I'm not saying that my comments are 100% accurate, not even close.. I'm saying in my observations this is the driving factor in the parenting choices I've decided to make for my daughter, and no one else's.


> you cannot deny that the influence you have as a parent

for sure, I agree with you.

It seems to me that it is better to make conclusions looking at grown adults and families in total - like you did with your in-laws.

I just wanted to say there might be a tendency to look at screaming (or in this case, it would be anxious) kids and generalize and criticize their parents for bad parenting skills / inability to deal with kids / whatever; meanwhile, it's not their fault. Just good to remember that.

(Edits: minor formatting)


I think it’s unfair to judge another parents ability to parent based on a single action. I agree with you there, every parent is different, just like their children.

I’d like to believe that more often than not a child is similar to the parent, If that’s nurture or nature, or culture I don’t know. Fun to wonder though.


Do you all live in Norway?


A lot of men in tech don’t spend a lot of time looking after their kids. They then criticise their wives parenting methods. I’m not saying this is what you’re doing, but it’s made me a cynic about most of what I read on HN.


That’s quite the generalisation. I don’t know many parents in tech, but the ones that I know spend a lot of time with their kids.

I devote a large amount of time to my daughter. The other parents who are in tech are quite similar.

Perhaps I live in a bubble here in Norway.

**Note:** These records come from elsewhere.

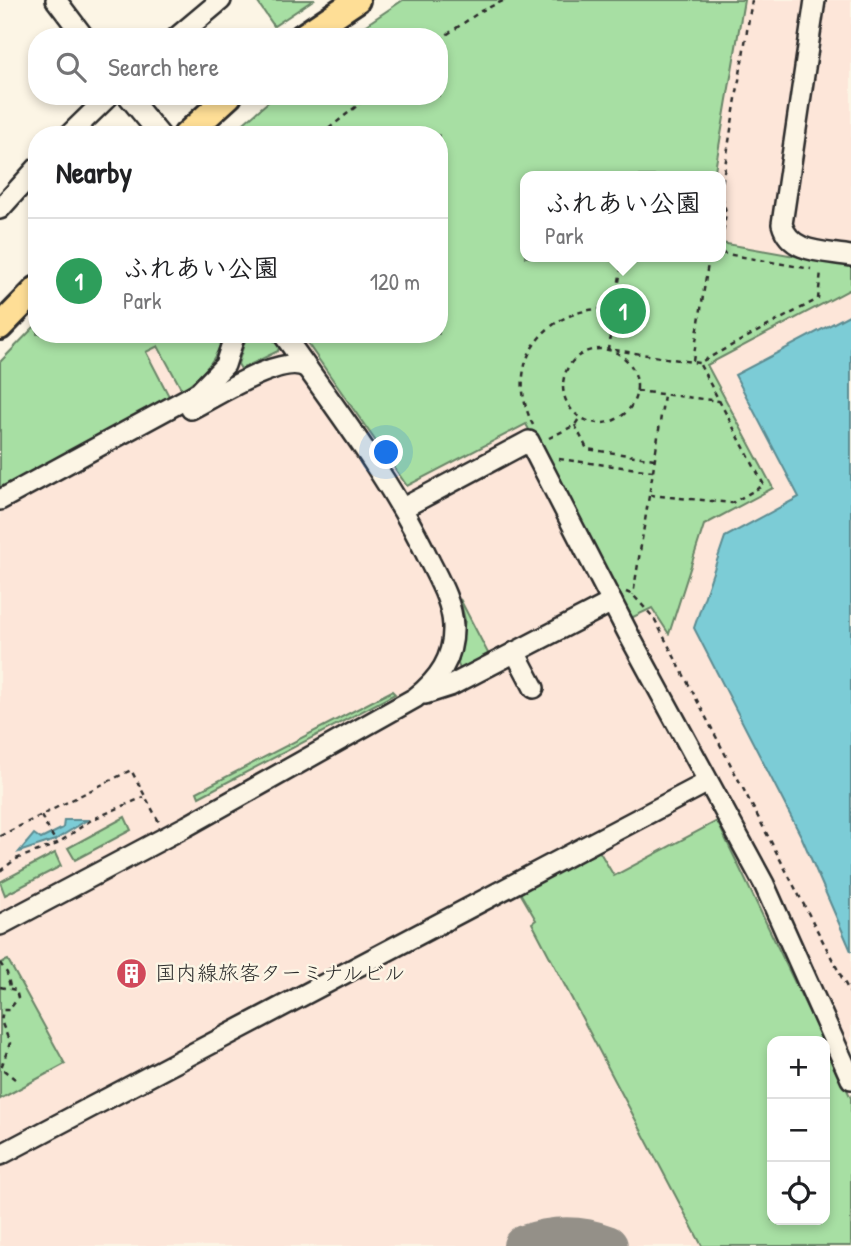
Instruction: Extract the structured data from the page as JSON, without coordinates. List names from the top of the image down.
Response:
{
  "places": {
    "building": ["国内線旅客ターミナルビル"]
  },
  "page": {
    "search": "Search here",
    "heading": "Nearby",
    "popup": ["ふれあい公園", "Park"],
    "list": [
      {
        "mark": "1",
        "name": "ふれあい公園",
        "note": "Park",
        "value": "120 m"
      }
    ],
    "pins": "1",
    "map_buttons": ["+", "−"]
  }
}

There’s a reasonable amount of evidence that fathers still don’t do their share of parenting in general:

https://www.theguardian.com/lifeandstyle/2013/jul/05/childca...

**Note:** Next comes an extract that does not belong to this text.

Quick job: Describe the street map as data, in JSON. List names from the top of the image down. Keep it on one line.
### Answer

Though I’d be interested in more stats on this.

I’ve known enough HN’ers and tech fathers in real life who talk a lot but don’t look after their kids to have become cynical myself.


Ahh yes. I agree. Men don’t do their share of parenting as a whole. I thought you were saying this is specific to tech, of which I’d disagree. It’s more wide spread than that.


Yes, my phrasing was not ideal. I don’t know if it’s particular bad in tech. But it is a general problem I’ve seen (and also noticed in tech).


As a father from The Netherlands, I can tell you that no parent would let their 5 year old have a birthday party unsupervised by adults. If they did then you expect social services to get involved.

What actually happens is that the HOST PARENTS supervise the group. So if your kids are invited to a friend's birthday party then yeah, you don't stay. I assume that it's the same in the US and pretty much every other country.

We also don't leave our four-year-old kids in the car alone. Well, some people do, which is why the local newspapers have been full of stories about the parents getting arrested for it and social services getting involved.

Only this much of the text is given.